# WORK TO COMPLETE
Your answer must be the full set of entries, repeated exactly.
=== Section Start ===
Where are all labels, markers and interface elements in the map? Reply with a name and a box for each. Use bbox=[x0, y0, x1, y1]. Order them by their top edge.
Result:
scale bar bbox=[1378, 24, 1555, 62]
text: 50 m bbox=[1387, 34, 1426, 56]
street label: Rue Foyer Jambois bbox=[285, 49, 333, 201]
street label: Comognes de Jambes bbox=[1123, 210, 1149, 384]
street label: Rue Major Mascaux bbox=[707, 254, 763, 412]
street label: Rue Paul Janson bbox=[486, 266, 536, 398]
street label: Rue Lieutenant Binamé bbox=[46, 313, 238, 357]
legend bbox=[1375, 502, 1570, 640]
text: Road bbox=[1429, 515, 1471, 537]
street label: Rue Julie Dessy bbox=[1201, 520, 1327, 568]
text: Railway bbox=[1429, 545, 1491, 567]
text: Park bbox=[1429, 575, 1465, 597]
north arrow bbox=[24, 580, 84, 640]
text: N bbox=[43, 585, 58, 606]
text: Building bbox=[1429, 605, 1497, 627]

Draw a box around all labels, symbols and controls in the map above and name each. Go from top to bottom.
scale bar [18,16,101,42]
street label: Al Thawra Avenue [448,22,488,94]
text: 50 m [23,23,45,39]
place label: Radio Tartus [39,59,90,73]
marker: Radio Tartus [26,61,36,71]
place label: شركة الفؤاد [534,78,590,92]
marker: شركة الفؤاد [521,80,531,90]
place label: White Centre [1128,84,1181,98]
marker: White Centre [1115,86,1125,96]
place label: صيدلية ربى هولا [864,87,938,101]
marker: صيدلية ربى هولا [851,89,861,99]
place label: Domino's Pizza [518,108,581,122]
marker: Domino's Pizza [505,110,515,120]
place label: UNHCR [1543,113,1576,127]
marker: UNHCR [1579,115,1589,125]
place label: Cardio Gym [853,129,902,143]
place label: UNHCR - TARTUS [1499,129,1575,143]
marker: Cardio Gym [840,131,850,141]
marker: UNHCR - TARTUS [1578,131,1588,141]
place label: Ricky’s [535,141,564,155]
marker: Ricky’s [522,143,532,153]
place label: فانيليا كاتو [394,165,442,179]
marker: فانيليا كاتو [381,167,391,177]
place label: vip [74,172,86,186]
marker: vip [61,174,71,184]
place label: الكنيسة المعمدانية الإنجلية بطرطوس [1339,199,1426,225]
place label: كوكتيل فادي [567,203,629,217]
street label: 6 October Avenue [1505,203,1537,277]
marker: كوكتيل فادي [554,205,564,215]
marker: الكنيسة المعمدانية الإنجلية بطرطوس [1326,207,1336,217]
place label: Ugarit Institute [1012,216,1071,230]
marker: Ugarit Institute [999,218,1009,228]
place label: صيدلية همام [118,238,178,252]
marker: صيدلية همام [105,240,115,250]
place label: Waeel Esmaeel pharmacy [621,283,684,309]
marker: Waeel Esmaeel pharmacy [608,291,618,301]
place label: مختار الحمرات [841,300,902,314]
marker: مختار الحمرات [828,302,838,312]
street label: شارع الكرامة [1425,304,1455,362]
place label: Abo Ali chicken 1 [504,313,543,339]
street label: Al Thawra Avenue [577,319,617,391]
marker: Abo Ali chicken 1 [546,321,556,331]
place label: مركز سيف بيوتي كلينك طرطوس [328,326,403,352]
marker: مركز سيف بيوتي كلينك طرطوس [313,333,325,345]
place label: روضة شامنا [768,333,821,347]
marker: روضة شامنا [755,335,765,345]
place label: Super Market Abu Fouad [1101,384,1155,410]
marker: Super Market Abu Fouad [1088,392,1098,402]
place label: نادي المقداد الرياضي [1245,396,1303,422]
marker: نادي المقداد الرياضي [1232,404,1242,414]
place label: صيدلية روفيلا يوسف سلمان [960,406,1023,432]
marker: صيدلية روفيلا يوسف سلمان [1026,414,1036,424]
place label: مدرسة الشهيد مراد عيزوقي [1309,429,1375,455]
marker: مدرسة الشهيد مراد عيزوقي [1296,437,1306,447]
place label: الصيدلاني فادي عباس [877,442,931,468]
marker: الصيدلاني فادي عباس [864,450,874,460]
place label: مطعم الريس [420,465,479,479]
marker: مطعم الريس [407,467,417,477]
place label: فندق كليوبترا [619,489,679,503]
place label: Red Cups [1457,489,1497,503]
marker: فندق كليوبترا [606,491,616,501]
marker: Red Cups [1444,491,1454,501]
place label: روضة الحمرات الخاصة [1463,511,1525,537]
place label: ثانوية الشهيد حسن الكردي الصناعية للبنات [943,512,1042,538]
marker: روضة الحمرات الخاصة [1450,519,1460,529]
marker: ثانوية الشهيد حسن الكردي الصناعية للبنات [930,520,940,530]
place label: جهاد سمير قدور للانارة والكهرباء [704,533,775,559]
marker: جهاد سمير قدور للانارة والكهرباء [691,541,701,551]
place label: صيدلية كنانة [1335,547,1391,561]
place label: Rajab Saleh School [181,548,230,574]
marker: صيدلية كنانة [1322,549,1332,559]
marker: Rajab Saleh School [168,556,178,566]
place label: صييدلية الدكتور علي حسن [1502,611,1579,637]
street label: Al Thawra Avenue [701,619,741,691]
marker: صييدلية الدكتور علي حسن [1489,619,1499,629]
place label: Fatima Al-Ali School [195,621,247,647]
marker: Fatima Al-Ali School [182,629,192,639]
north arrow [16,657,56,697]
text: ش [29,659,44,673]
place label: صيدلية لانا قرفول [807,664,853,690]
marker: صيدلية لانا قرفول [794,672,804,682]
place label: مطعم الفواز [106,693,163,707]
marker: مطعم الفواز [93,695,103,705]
=== Section End ===
# PROBLEM SOLUTION
Where are all labels, markers and interface elements in the map? Reply with a name and a box for each. Use bbox=[x0, y0, x1, y1]. Order them by their top edge.
Result:
scale bar bbox=[1378, 24, 1555, 62]
text: 50 m bbox=[1387, 34, 1426, 56]
street label: Rue Foyer Jambois bbox=[285, 49, 333, 201]
street label: Comognes de Jambes bbox=[1123, 210, 1149, 384]
street label: Rue Major Mascaux bbox=[707, 254, 763, 412]
street label: Rue Paul Janson bbox=[486, 266, 536, 398]
street label: Rue Lieutenant Binamé bbox=[46, 313, 238, 357]
legend bbox=[1375, 502, 1570, 640]
text: Road bbox=[1429, 515, 1471, 537]
street label: Rue Julie Dessy bbox=[1201, 520, 1327, 568]
text: Railway bbox=[1429, 545, 1491, 567]
text: Park bbox=[1429, 575, 1465, 597]
north arrow bbox=[24, 580, 84, 640]
text: N bbox=[43, 585, 58, 606]
text: Building bbox=[1429, 605, 1497, 627]

Draw a box around all labels, symbols and controls in the map above and name each. Go from top to bottom.
scale bar [18,16,101,42]
street label: Al Thawra Avenue [448,22,488,94]
text: 50 m [23,23,45,39]
place label: Radio Tartus [39,59,90,73]
marker: Radio Tartus [26,61,36,71]
place label: شركة الفؤاد [534,78,590,92]
marker: شركة الفؤاد [521,80,531,90]
place label: White Centre [1128,84,1181,98]
marker: White Centre [1115,86,1125,96]
place label: صيدلية ربى هولا [864,87,938,101]
marker: صيدلية ربى هولا [851,89,861,99]
place label: Domino's Pizza [518,108,581,122]
marker: Domino's Pizza [505,110,515,120]
place label: UNHCR [1543,113,1576,127]
marker: UNHCR [1579,115,1589,125]
place label: Cardio Gym [853,129,902,143]
place label: UNHCR - TARTUS [1499,129,1575,143]
marker: Cardio Gym [840,131,850,141]
marker: UNHCR - TARTUS [1578,131,1588,141]
place label: Ricky’s [535,141,564,155]
marker: Ricky’s [522,143,532,153]
place label: فانيليا كاتو [394,165,442,179]
marker: فانيليا كاتو [381,167,391,177]
place label: vip [74,172,86,186]
marker: vip [61,174,71,184]
place label: الكنيسة المعمدانية الإنجلية بطرطوس [1339,199,1426,225]
place label: كوكتيل فادي [567,203,629,217]
street label: 6 October Avenue [1505,203,1537,277]
marker: كوكتيل فادي [554,205,564,215]
marker: الكنيسة المعمدانية الإنجلية بطرطوس [1326,207,1336,217]
place label: Ugarit Institute [1012,216,1071,230]
marker: Ugarit Institute [999,218,1009,228]
place label: صيدلية همام [118,238,178,252]
marker: صيدلية همام [105,240,115,250]
place label: Waeel Esmaeel pharmacy [621,283,684,309]
marker: Waeel Esmaeel pharmacy [608,291,618,301]
place label: مختار الحمرات [841,300,902,314]
marker: مختار الحمرات [828,302,838,312]
street label: شارع الكرامة [1425,304,1455,362]
place label: Abo Ali chicken 1 [504,313,543,339]
street label: Al Thawra Avenue [577,319,617,391]
marker: Abo Ali chicken 1 [546,321,556,331]
place label: مركز سيف بيوتي كلينك طرطوس [328,326,403,352]
marker: مركز سيف بيوتي كلينك طرطوس [313,333,325,345]
place label: روضة شامنا [768,333,821,347]
marker: روضة شامنا [755,335,765,345]
place label: Super Market Abu Fouad [1101,384,1155,410]
marker: Super Market Abu Fouad [1088,392,1098,402]
place label: نادي المقداد الرياضي [1245,396,1303,422]
marker: نادي المقداد الرياضي [1232,404,1242,414]
place label: صيدلية روفيلا يوسف سلمان [960,406,1023,432]
marker: صيدلية روفيلا يوسف سلمان [1026,414,1036,424]
place label: مدرسة الشهيد مراد عيزوقي [1309,429,1375,455]
marker: مدرسة الشهيد مراد عيزوقي [1296,437,1306,447]
place label: الصيدلاني فادي عباس [877,442,931,468]
marker: الصيدلاني فادي عباس [864,450,874,460]
place label: مطعم الريس [420,465,479,479]
marker: مطعم الريس [407,467,417,477]
place label: فندق كليوبترا [619,489,679,503]
place label: Red Cups [1457,489,1497,503]
marker: فندق كليوبترا [606,491,616,501]
marker: Red Cups [1444,491,1454,501]
place label: روضة الحمرات الخاصة [1463,511,1525,537]
place label: ثانوية الشهيد حسن الكردي الصناعية للبنات [943,512,1042,538]
marker: روضة الحمرات الخاصة [1450,519,1460,529]
marker: ثانوية الشهيد حسن الكردي الصناعية للبنات [930,520,940,530]
place label: جهاد سمير قدور للانارة والكهرباء [704,533,775,559]
marker: جهاد سمير قدور للانارة والكهرباء [691,541,701,551]
place label: صيدلية كنانة [1335,547,1391,561]
place label: Rajab Saleh School [181,548,230,574]
marker: صيدلية كنانة [1322,549,1332,559]
marker: Rajab Saleh School [168,556,178,566]
place label: صييدلية الدكتور علي حسن [1502,611,1579,637]
street label: Al Thawra Avenue [701,619,741,691]
marker: صييدلية الدكتور علي حسن [1489,619,1499,629]
place label: Fatima Al-Ali School [195,621,247,647]
marker: Fatima Al-Ali School [182,629,192,639]
north arrow [16,657,56,697]
text: ش [29,659,44,673]
place label: صيدلية لانا قرفول [807,664,853,690]
marker: صيدلية لانا قرفول [794,672,804,682]
place label: مطعم الفواز [106,693,163,707]
marker: مطعم الفواز [93,695,103,705]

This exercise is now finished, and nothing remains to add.